Why not use hardlinks on Windows? This could fix "only direct mode" issue too. Symlinks on windows sure want admin privilege but hardlinks won't. At least not with this tool: http://schinagl.priv.at/nt/ln/ln.html
Hi. I read the post http://git-annex.branchable.com/tips/unlocked_files/, and got into this post through the comment to check the limitations of repo v6. I read through this post, but I still don't grasp the drawbacks of repo v6. I like the idea of mixed mode repositories with locked and unlocked co-existing. And I need repo v6 for that right? I also like the annex.largefiles to control what is annex what is normal git files. With these two combined feature I can configure my project and let users without too much burden on controlling what is annex, what is not, and what are locked or unlocked.

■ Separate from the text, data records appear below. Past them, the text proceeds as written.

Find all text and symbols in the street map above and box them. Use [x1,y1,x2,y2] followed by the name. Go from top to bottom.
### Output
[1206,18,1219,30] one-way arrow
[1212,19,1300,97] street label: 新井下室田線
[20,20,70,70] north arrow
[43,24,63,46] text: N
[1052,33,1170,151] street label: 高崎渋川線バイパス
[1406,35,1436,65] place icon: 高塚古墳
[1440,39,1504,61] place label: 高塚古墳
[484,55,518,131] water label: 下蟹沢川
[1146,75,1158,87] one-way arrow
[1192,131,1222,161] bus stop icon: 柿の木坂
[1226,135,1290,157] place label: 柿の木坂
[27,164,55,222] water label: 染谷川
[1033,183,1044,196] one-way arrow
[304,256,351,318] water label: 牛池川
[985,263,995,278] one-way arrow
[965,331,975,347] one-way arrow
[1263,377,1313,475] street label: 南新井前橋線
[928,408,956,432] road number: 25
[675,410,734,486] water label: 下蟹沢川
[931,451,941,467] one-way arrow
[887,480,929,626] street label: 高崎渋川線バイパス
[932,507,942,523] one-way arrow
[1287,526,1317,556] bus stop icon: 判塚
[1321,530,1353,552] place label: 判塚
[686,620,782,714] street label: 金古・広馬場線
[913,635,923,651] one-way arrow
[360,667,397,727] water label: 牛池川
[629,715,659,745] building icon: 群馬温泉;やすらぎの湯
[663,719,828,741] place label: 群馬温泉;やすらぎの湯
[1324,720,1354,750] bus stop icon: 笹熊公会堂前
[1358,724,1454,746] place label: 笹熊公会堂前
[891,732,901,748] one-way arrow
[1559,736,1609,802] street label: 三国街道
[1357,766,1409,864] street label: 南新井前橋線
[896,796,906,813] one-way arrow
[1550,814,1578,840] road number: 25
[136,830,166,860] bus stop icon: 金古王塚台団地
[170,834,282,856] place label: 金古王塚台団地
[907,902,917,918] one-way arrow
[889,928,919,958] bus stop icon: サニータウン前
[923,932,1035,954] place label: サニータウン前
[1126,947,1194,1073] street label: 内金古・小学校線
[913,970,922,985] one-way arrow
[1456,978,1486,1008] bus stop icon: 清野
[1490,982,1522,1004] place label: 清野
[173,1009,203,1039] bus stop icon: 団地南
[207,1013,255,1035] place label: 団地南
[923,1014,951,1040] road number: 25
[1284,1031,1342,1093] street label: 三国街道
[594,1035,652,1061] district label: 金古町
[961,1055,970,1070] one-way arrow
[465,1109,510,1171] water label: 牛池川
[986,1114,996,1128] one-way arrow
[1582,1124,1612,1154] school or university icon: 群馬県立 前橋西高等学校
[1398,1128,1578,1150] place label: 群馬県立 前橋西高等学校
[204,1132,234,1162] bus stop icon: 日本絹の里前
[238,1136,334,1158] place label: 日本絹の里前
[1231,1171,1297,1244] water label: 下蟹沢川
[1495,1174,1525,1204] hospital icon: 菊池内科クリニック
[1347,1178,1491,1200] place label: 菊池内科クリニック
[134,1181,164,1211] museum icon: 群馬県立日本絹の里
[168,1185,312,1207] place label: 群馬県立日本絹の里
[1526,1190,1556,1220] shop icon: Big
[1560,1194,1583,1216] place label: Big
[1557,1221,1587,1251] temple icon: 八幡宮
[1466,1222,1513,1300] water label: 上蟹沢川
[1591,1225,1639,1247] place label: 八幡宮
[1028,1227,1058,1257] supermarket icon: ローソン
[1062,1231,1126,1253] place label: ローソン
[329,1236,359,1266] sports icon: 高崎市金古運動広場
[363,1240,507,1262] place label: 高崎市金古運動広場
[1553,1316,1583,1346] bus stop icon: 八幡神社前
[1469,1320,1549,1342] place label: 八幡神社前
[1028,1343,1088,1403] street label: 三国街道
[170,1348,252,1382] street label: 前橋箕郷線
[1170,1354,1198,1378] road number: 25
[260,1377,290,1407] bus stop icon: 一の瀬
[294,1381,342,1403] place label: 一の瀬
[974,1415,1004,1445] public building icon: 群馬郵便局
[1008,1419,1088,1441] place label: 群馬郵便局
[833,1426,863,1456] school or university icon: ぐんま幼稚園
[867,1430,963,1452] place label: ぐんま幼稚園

I want to use repo v6, but what are the drawbacks on adopting it? Is it in terms of git could be bugged? Or the smudge filters could be bugged? Sorry for not being able to grasp this from the current post. I appreciate any help. Thanks.
@torarnv thanks for pointing that out.. I finally got around to verifying that, and was able to speed up the smudge filter. Also this avoids the problem that git for some reason buffers the whole file content in memory when it sends it to the smudge filter, which is a pretty bad memory leak in git that no longer affects this.